__Directions__. Scan the entries that follow for the word "controls", then report every line in which it appears.
——
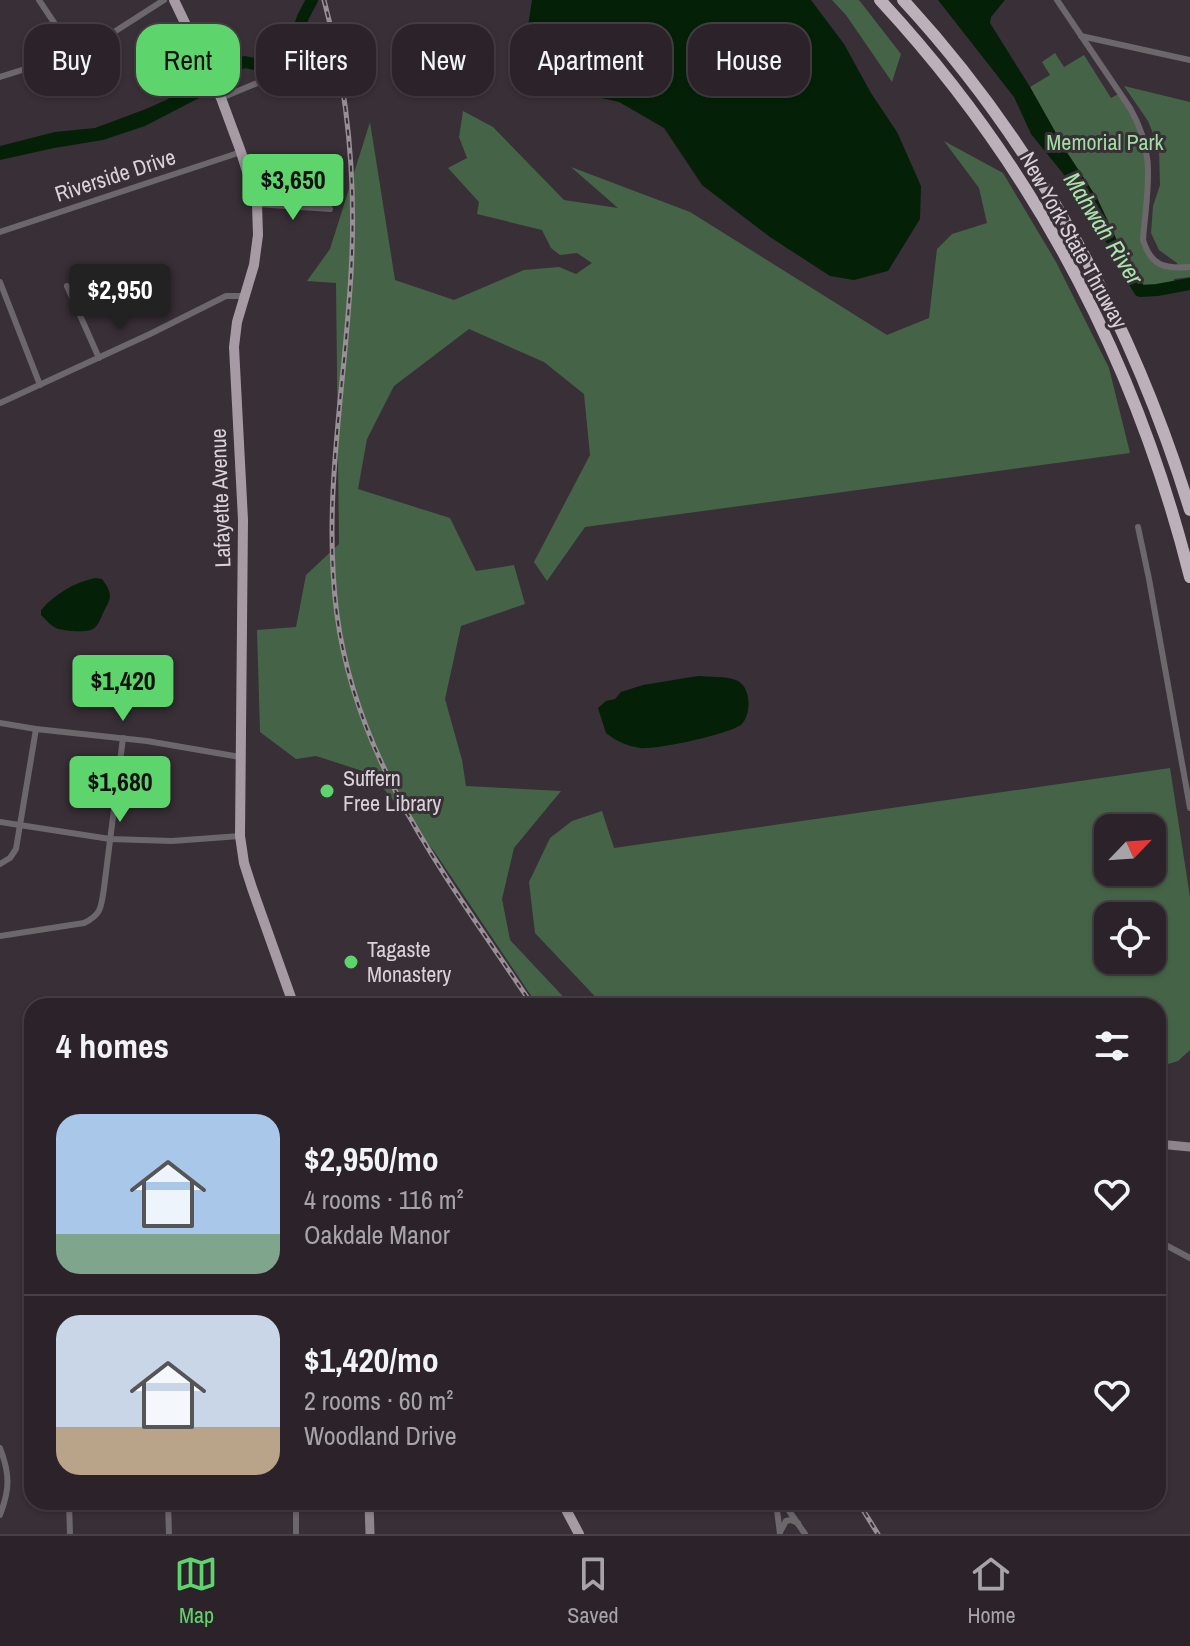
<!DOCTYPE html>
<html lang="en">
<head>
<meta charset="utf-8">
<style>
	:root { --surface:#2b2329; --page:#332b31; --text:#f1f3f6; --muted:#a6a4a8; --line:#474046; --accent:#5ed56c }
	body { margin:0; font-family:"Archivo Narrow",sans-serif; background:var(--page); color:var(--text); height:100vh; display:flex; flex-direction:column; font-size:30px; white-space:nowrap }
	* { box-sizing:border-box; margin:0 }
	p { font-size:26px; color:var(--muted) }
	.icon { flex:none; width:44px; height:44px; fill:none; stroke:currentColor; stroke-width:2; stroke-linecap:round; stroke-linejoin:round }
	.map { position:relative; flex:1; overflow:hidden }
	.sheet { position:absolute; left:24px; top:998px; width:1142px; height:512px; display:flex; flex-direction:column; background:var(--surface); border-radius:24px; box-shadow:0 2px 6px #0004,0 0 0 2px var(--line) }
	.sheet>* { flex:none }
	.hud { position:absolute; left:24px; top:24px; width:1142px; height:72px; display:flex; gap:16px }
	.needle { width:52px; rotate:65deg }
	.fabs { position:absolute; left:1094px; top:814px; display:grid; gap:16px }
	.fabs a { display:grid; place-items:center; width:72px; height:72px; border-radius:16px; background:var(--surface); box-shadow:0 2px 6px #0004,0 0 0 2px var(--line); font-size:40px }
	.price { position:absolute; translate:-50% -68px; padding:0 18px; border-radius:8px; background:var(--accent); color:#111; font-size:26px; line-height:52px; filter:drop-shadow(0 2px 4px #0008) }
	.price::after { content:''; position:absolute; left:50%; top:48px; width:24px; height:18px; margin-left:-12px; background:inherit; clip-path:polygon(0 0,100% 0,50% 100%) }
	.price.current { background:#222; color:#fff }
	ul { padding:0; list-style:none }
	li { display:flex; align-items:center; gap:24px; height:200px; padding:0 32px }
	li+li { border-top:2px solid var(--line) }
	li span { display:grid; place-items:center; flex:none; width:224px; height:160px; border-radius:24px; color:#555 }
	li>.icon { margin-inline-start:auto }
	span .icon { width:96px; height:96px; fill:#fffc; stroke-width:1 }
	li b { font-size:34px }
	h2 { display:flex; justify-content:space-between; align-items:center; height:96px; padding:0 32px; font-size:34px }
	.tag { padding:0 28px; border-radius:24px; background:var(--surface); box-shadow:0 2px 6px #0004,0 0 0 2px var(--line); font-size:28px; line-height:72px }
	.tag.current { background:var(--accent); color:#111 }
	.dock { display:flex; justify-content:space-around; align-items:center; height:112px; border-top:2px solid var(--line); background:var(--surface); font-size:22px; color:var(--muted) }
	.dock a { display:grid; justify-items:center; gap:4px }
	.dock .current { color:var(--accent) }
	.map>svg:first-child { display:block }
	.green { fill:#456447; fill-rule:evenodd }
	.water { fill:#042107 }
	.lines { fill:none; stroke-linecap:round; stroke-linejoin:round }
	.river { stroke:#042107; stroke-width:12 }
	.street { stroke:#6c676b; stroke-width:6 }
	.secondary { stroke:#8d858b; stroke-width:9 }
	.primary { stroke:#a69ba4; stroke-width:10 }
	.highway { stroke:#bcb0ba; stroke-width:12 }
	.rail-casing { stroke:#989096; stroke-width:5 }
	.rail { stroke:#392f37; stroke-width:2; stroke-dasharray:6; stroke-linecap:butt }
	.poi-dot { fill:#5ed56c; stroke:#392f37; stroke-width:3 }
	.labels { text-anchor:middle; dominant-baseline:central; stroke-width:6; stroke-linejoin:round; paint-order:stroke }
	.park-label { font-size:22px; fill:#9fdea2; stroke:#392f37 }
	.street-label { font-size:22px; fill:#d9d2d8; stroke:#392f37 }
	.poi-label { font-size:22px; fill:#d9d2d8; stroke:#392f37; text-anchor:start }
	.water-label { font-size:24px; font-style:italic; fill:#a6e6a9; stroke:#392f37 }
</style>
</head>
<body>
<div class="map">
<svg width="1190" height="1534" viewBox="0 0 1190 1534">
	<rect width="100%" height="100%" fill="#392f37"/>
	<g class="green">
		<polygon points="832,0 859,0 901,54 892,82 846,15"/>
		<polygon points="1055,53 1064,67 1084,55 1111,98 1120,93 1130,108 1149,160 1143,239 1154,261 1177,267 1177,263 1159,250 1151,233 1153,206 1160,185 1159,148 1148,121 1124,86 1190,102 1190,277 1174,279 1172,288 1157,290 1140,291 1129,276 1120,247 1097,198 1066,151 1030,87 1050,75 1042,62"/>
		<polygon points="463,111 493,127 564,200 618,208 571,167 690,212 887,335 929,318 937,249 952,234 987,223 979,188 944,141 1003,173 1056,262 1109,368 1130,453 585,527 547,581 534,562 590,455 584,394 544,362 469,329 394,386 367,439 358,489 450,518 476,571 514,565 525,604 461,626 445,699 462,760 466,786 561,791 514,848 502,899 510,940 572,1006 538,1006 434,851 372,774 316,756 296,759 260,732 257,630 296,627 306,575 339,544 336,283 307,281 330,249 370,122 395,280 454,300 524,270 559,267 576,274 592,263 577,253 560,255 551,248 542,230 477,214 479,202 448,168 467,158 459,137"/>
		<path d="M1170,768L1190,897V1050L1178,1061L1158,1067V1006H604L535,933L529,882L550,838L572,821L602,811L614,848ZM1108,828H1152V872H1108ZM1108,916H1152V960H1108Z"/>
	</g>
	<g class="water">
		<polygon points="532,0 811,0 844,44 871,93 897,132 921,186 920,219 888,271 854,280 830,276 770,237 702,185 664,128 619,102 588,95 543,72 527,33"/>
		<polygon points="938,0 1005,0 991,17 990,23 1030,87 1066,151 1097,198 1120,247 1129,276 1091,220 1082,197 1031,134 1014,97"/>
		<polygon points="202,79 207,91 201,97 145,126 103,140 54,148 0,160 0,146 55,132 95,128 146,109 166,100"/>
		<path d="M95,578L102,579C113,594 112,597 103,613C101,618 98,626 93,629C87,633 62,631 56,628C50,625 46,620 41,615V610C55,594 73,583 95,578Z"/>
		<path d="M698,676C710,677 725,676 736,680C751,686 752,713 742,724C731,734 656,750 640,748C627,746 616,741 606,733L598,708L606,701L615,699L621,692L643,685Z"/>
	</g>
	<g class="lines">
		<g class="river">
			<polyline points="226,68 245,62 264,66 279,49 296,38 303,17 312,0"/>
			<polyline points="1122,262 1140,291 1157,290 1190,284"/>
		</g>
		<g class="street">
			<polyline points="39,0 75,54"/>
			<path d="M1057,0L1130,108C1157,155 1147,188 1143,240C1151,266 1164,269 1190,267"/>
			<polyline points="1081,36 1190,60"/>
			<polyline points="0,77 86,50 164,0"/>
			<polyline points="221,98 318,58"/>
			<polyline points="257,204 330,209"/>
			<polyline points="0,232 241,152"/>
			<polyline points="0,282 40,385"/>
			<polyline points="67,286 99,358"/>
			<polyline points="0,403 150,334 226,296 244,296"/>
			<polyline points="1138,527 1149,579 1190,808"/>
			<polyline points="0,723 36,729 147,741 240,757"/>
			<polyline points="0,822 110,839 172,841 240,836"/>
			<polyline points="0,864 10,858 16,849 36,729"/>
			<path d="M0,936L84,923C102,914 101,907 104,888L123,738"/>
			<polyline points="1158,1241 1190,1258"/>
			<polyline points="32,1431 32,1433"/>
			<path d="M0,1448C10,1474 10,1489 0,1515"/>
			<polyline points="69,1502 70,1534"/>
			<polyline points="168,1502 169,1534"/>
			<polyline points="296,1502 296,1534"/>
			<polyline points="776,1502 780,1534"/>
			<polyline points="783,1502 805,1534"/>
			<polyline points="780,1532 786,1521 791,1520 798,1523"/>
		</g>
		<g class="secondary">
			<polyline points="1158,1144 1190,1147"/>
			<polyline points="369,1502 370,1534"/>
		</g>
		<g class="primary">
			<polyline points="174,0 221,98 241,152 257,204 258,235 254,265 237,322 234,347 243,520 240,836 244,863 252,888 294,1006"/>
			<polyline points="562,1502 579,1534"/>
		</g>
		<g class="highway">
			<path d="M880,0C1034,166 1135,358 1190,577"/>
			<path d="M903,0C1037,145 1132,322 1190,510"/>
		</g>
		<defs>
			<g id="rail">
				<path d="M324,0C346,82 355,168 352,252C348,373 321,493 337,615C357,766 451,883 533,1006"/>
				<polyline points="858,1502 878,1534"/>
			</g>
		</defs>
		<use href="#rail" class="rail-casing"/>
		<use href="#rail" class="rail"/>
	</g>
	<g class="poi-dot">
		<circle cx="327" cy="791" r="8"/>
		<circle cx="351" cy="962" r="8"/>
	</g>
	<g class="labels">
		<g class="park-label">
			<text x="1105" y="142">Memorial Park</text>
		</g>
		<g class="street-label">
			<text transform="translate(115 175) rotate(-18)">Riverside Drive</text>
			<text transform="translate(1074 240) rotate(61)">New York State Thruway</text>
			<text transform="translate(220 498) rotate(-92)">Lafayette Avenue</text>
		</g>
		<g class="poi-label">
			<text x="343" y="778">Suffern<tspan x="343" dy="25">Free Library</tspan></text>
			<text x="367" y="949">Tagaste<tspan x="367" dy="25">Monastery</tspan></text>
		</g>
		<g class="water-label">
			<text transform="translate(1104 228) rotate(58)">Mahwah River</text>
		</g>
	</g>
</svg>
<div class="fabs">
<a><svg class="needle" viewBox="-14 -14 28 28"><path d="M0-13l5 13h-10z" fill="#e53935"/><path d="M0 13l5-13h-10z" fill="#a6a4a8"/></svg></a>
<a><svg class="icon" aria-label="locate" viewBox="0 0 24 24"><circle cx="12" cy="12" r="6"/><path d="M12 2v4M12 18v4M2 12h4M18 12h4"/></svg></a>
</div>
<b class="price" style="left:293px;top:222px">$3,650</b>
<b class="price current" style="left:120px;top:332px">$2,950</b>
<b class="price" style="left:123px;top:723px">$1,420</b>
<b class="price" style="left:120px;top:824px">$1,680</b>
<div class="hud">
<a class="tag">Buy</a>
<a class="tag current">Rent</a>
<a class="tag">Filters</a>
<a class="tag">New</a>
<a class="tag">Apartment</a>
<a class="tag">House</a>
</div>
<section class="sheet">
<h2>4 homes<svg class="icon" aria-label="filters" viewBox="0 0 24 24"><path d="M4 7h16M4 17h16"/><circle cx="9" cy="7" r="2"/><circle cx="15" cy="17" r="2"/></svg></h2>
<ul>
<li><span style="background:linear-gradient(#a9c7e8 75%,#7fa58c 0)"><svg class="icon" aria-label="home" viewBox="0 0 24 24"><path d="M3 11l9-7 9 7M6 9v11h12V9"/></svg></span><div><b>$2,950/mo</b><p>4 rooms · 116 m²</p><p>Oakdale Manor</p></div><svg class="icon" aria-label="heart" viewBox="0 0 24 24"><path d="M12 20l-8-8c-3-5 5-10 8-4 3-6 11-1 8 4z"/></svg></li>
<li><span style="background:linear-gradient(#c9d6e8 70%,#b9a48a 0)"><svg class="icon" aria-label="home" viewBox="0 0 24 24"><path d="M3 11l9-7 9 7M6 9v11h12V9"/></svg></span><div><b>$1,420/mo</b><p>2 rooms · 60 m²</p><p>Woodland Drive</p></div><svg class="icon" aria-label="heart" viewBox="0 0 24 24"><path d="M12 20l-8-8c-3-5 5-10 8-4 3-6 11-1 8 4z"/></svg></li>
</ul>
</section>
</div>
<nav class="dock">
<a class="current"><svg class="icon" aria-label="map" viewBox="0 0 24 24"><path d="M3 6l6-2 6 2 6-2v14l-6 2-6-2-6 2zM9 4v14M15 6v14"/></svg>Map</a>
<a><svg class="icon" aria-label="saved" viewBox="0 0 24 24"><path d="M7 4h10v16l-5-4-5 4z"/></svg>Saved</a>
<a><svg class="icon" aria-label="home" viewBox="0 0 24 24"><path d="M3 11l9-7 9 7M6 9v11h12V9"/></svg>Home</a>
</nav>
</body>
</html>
——
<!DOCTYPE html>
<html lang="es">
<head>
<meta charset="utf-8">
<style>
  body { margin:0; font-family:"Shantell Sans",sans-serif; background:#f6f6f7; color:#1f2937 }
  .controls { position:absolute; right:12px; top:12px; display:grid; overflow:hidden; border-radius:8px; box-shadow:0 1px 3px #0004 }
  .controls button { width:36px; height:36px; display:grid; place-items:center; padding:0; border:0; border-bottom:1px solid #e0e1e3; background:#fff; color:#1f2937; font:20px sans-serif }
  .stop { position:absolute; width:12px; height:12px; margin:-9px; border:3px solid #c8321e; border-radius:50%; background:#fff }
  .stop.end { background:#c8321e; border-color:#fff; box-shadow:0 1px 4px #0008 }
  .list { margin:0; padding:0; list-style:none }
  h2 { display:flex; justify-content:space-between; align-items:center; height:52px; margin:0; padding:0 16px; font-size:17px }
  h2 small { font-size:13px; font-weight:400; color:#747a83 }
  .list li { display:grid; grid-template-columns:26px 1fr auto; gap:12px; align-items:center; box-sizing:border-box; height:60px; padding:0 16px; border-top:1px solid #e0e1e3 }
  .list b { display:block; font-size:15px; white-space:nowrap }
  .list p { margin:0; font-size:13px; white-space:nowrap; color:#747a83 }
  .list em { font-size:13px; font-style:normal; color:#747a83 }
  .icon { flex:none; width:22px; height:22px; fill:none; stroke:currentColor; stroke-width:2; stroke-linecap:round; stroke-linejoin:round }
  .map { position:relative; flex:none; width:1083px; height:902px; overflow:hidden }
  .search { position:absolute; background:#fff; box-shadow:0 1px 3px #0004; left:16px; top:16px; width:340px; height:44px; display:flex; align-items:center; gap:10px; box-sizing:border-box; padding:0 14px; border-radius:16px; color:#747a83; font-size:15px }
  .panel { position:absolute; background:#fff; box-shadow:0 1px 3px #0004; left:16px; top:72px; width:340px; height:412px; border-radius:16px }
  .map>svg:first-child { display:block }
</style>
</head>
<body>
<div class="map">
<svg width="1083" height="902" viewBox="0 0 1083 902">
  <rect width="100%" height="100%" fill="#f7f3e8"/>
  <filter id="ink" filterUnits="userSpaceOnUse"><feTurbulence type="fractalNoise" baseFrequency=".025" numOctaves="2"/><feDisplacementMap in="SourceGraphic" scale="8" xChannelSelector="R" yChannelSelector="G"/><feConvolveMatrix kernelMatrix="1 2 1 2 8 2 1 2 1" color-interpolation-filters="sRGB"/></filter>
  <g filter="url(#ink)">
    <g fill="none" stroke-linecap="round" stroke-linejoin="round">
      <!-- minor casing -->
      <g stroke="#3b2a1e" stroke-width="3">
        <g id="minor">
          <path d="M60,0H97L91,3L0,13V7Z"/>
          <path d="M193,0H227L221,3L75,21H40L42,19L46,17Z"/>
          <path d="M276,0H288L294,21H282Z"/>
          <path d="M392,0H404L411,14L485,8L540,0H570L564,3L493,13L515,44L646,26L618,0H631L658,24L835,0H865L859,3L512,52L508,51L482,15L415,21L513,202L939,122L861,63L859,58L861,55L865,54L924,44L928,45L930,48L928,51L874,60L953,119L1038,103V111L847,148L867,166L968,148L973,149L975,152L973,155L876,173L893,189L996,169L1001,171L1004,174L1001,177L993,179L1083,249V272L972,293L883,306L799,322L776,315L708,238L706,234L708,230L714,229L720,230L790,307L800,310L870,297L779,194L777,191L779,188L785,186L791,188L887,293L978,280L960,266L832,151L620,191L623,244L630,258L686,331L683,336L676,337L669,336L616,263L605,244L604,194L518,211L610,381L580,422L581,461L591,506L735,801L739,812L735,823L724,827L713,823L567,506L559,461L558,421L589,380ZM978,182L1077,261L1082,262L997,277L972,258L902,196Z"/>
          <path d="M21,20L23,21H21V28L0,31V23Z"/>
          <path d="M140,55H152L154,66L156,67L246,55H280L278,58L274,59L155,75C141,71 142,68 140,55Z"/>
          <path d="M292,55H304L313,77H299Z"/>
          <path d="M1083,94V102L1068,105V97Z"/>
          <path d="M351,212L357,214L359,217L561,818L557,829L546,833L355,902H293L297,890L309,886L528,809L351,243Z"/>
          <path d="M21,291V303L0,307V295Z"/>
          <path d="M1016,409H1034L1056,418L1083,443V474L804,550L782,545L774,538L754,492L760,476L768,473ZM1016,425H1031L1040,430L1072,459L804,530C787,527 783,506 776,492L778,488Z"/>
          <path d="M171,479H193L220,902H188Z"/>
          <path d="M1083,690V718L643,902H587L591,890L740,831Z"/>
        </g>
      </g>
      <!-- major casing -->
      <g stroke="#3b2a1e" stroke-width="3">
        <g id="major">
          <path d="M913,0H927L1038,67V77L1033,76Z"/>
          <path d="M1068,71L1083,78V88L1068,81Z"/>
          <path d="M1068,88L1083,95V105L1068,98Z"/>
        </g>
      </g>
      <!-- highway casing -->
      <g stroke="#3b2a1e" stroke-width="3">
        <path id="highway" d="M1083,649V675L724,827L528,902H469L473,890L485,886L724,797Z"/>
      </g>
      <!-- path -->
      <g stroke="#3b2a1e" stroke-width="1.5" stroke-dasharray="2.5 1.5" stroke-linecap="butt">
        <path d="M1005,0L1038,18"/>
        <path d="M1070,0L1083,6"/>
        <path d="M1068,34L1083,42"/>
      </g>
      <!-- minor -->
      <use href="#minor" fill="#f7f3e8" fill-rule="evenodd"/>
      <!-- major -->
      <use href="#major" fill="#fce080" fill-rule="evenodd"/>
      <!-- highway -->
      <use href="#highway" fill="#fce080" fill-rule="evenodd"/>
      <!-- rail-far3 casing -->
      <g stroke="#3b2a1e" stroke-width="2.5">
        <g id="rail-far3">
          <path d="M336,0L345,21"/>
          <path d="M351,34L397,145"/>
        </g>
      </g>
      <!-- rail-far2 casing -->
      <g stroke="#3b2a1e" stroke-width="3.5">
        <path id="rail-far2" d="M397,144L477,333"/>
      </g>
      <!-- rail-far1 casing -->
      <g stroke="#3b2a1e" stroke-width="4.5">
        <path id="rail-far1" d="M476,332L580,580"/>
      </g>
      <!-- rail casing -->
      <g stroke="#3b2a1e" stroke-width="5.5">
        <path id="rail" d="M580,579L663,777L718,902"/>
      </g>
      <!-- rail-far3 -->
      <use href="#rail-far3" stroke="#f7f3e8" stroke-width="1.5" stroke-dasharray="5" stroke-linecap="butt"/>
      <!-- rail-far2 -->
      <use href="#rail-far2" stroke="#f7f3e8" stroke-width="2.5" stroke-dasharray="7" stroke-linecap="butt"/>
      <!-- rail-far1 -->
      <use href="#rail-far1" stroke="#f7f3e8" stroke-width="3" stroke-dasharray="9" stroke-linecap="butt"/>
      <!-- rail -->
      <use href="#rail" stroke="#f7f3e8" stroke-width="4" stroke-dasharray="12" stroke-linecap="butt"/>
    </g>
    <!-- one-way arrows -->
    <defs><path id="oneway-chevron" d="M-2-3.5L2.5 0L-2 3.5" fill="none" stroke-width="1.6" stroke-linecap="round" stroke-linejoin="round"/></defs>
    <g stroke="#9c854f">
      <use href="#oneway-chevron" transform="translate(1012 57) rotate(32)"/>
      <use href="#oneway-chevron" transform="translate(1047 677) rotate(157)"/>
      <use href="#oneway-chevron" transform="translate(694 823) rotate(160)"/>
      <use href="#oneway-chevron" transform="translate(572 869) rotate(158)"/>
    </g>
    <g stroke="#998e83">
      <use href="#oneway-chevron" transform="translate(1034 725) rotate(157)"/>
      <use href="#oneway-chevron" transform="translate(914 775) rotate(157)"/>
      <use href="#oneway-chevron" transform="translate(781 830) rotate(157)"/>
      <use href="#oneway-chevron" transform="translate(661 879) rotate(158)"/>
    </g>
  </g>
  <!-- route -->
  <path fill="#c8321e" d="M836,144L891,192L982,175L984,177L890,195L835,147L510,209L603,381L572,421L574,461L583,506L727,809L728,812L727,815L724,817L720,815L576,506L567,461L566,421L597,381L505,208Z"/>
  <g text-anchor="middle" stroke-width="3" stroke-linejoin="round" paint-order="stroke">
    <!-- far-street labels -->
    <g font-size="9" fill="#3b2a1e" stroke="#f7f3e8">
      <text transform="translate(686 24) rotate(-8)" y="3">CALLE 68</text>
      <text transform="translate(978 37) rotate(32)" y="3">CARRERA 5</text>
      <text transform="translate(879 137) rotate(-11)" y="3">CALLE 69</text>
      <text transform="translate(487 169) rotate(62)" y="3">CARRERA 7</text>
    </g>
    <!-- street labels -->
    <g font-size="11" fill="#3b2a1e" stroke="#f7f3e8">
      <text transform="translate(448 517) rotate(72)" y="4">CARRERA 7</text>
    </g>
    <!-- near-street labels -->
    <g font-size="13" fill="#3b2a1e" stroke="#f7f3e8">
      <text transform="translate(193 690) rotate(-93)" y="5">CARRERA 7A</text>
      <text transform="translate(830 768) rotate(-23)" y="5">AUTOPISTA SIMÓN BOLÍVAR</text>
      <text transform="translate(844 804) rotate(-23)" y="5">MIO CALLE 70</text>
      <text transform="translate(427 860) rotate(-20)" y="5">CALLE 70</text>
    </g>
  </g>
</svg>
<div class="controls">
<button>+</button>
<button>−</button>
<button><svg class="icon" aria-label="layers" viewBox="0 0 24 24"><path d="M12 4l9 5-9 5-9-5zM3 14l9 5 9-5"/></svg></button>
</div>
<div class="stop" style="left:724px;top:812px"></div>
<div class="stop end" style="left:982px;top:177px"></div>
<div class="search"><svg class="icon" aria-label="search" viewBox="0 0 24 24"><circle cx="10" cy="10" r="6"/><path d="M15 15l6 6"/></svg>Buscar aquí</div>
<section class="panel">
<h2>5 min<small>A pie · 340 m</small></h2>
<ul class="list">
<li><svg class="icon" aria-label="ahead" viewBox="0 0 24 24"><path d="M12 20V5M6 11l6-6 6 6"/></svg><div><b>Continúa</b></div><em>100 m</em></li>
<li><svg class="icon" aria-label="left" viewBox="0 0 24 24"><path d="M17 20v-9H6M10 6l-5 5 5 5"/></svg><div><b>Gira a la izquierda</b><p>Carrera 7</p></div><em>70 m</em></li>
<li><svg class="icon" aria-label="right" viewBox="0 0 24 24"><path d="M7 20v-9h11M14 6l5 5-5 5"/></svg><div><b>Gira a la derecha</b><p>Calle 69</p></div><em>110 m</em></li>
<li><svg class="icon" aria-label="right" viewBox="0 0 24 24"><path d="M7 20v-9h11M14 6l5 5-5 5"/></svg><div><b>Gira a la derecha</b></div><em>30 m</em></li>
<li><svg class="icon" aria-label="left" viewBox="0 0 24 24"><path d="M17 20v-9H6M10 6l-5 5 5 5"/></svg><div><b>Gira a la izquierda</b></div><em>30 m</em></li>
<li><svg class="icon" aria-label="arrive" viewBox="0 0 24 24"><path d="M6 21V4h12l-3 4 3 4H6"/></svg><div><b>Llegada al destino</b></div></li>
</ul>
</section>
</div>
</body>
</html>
——
__Written reply__.
  .controls { position:absolute; right:12px; top:12px; display:grid; overflow:hidden; border-radius:8px; box-shadow:0 1px 3px #0004 }
  .controls button { width:36px; height:36px; display:grid; place-items:center; padding:0; border:0; border-bottom:1px solid #e0e1e3; background:#fff; color:#1f2937; font:20px sans-serif }
<div class="controls">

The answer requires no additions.